--- What to produce ---
Retype the listing exactly as it stands, and keep every image out.

--- Collected material ---
Content starts

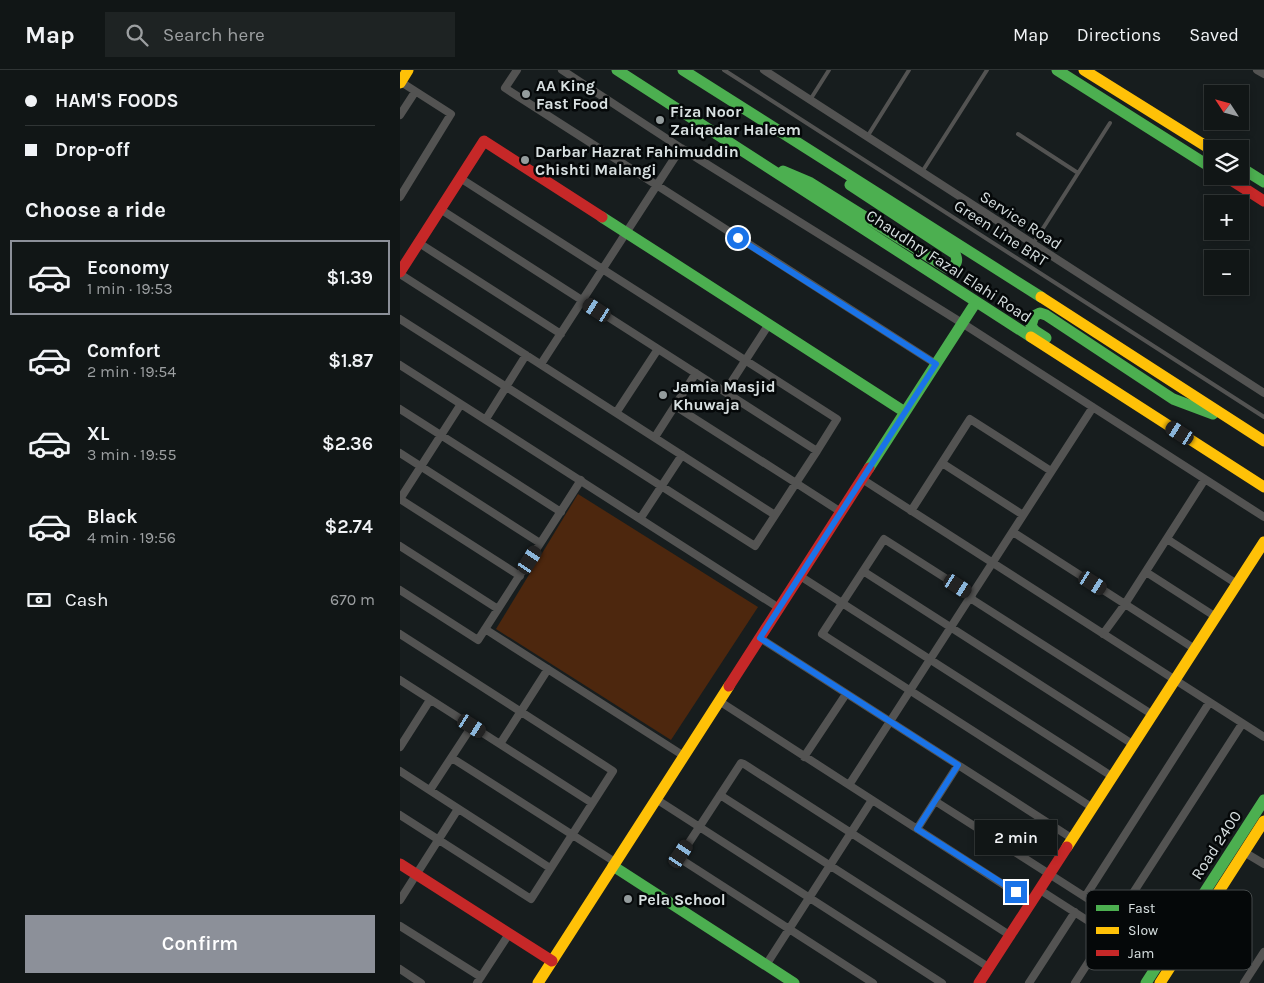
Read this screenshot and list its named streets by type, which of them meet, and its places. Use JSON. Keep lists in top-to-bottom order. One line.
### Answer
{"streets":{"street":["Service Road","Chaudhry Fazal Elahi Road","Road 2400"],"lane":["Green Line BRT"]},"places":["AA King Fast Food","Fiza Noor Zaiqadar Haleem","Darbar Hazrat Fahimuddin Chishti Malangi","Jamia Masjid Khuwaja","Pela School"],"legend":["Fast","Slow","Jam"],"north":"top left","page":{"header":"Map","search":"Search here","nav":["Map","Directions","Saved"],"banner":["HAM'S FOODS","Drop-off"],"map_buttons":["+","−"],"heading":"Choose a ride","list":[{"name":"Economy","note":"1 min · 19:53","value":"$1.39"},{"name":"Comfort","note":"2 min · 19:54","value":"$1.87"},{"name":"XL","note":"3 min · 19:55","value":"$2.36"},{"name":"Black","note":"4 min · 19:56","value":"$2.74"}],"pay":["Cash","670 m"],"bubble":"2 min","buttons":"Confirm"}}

Content ends

--- Response to this exercise ---
Read this screenshot and list its named streets by type, which of them meet, and its places. Use JSON. Keep lists in top-to-bottom order. One line.
### Answer
{"streets":{"street":["Service Road","Chaudhry Fazal Elahi Road","Road 2400"],"lane":["Green Line BRT"]},"places":["AA King Fast Food","Fiza Noor Zaiqadar Haleem","Darbar Hazrat Fahimuddin Chishti Malangi","Jamia Masjid Khuwaja","Pela School"],"legend":["Fast","Slow","Jam"],"north":"top left","page":{"header":"Map","search":"Search here","nav":["Map","Directions","Saved"],"banner":["HAM'S FOODS","Drop-off"],"map_buttons":["+","−"],"heading":"Choose a ride","list":[{"name":"Economy","note":"1 min · 19:53","value":"$1.39"},{"name":"Comfort","note":"2 min · 19:54","value":"$1.87"},{"name":"XL","note":"3 min · 19:55","value":"$2.36"},{"name":"Black","note":"4 min · 19:56","value":"$2.74"}],"pay":["Cash","670 m"],"bubble":"2 min","buttons":"Confirm"}}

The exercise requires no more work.